Instructions for the task ▸
Retype the listing that follows without a single change.
+ + +
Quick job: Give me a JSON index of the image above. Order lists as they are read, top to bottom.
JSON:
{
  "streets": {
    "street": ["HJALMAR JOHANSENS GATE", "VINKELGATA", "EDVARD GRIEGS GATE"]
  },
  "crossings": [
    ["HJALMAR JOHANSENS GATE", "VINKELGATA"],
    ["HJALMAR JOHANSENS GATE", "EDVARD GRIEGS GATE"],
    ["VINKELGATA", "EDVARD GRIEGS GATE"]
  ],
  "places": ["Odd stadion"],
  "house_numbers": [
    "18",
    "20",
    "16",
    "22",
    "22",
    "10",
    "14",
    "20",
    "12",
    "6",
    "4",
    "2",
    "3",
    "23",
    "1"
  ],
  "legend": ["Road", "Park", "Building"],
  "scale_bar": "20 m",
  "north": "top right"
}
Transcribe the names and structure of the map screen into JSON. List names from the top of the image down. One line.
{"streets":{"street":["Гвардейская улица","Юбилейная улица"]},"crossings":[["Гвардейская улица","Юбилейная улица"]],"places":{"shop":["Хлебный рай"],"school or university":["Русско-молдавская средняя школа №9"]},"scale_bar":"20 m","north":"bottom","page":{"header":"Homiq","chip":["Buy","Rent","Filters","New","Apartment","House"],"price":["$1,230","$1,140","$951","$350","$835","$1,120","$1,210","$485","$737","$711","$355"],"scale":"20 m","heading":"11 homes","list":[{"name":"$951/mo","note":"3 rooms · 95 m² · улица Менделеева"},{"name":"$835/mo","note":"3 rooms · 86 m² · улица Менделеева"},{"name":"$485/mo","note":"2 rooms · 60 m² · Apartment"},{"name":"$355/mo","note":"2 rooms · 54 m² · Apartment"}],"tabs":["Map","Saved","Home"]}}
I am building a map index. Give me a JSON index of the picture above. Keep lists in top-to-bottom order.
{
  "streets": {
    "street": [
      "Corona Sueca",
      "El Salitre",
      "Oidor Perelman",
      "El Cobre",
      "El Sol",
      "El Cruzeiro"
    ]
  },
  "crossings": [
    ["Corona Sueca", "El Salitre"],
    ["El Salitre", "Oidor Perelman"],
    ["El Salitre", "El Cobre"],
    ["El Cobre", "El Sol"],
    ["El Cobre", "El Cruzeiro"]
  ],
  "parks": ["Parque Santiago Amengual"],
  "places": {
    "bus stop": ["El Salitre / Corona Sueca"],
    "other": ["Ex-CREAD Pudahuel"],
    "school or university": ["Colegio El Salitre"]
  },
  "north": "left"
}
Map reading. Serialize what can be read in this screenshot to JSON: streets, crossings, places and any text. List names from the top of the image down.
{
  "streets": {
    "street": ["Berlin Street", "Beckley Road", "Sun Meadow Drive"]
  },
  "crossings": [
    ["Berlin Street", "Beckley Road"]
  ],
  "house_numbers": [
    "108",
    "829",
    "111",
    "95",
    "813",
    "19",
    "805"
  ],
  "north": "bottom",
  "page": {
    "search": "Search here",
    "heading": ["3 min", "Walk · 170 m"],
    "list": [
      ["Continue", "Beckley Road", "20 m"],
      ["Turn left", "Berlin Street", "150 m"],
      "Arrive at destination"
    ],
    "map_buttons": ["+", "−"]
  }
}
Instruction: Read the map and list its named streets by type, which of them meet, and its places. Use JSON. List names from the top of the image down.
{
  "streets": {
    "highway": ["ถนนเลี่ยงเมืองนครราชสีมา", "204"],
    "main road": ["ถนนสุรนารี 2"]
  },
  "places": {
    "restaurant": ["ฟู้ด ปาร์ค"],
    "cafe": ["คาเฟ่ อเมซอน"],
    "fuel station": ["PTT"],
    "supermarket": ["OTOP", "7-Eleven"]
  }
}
+ + +
Solved exercise ▸
Quick job: Give me a JSON index of the image above. Order lists as they are read, top to bottom.
JSON:
{
  "streets": {
    "street": ["HJALMAR JOHANSENS GATE", "VINKELGATA", "EDVARD GRIEGS GATE"]
  },
  "crossings": [
    ["HJALMAR JOHANSENS GATE", "VINKELGATA"],
    ["HJALMAR JOHANSENS GATE", "EDVARD GRIEGS GATE"],
    ["VINKELGATA", "EDVARD GRIEGS GATE"]
  ],
  "places": ["Odd stadion"],
  "house_numbers": [
    "18",
    "20",
    "16",
    "22",
    "22",
    "10",
    "14",
    "20",
    "12",
    "6",
    "4",
    "2",
    "3",
    "23",
    "1"
  ],
  "legend": ["Road", "Park", "Building"],
  "scale_bar": "20 m",
  "north": "top right"
}
Transcribe the names and structure of the map screen into JSON. List names from the top of the image down. One line.
{"streets":{"street":["Гвардейская улица","Юбилейная улица"]},"crossings":[["Гвардейская улица","Юбилейная улица"]],"places":{"shop":["Хлебный рай"],"school or university":["Русско-молдавская средняя школа №9"]},"scale_bar":"20 m","north":"bottom","page":{"header":"Homiq","chip":["Buy","Rent","Filters","New","Apartment","House"],"price":["$1,230","$1,140","$951","$350","$835","$1,120","$1,210","$485","$737","$711","$355"],"scale":"20 m","heading":"11 homes","list":[{"name":"$951/mo","note":"3 rooms · 95 m² · улица Менделеева"},{"name":"$835/mo","note":"3 rooms · 86 m² · улица Менделеева"},{"name":"$485/mo","note":"2 rooms · 60 m² · Apartment"},{"name":"$355/mo","note":"2 rooms · 54 m² · Apartment"}],"tabs":["Map","Saved","Home"]}}
I am building a map index. Give me a JSON index of the picture above. Keep lists in top-to-bottom order.
{
  "streets": {
    "street": [
      "Corona Sueca",
      "El Salitre",
      "Oidor Perelman",
      "El Cobre",
      "El Sol",
      "El Cruzeiro"
    ]
  },
  "crossings": [
    ["Corona Sueca", "El Salitre"],
    ["El Salitre", "Oidor Perelman"],
    ["El Salitre", "El Cobre"],
    ["El Cobre", "El Sol"],
    ["El Cobre", "El Cruzeiro"]
  ],
  "parks": ["Parque Santiago Amengual"],
  "places": {
    "bus stop": ["El Salitre / Corona Sueca"],
    "other": ["Ex-CREAD Pudahuel"],
    "school or university": ["Colegio El Salitre"]
  },
  "north": "left"
}
Map reading. Serialize what can be read in this screenshot to JSON: streets, crossings, places and any text. List names from the top of the image down.
{
  "streets": {
    "street": ["Berlin Street", "Beckley Road", "Sun Meadow Drive"]
  },
  "crossings": [
    ["Berlin Street", "Beckley Road"]
  ],
  "house_numbers": [
    "108",
    "829",
    "111",
    "95",
    "813",
    "19",
    "805"
  ],
  "north": "bottom",
  "page": {
    "search": "Search here",
    "heading": ["3 min", "Walk · 170 m"],
    "list": [
      ["Continue", "Beckley Road", "20 m"],
      ["Turn left", "Berlin Street", "150 m"],
      "Arrive at destination"
    ],
    "map_buttons": ["+", "−"]
  }
}
Instruction: Read the map and list its named streets by type, which of them meet, and its places. Use JSON. List names from the top of the image down.
{
  "streets": {
    "highway": ["ถนนเลี่ยงเมืองนครราชสีมา", "204"],
    "main road": ["ถนนสุรนารี 2"]
  },
  "places": {
    "restaurant": ["ฟู้ด ปาร์ค"],
    "cafe": ["คาเฟ่ อเมซอน"],
    "fuel station": ["PTT"],
    "supermarket": ["OTOP", "7-Eleven"]
  }
}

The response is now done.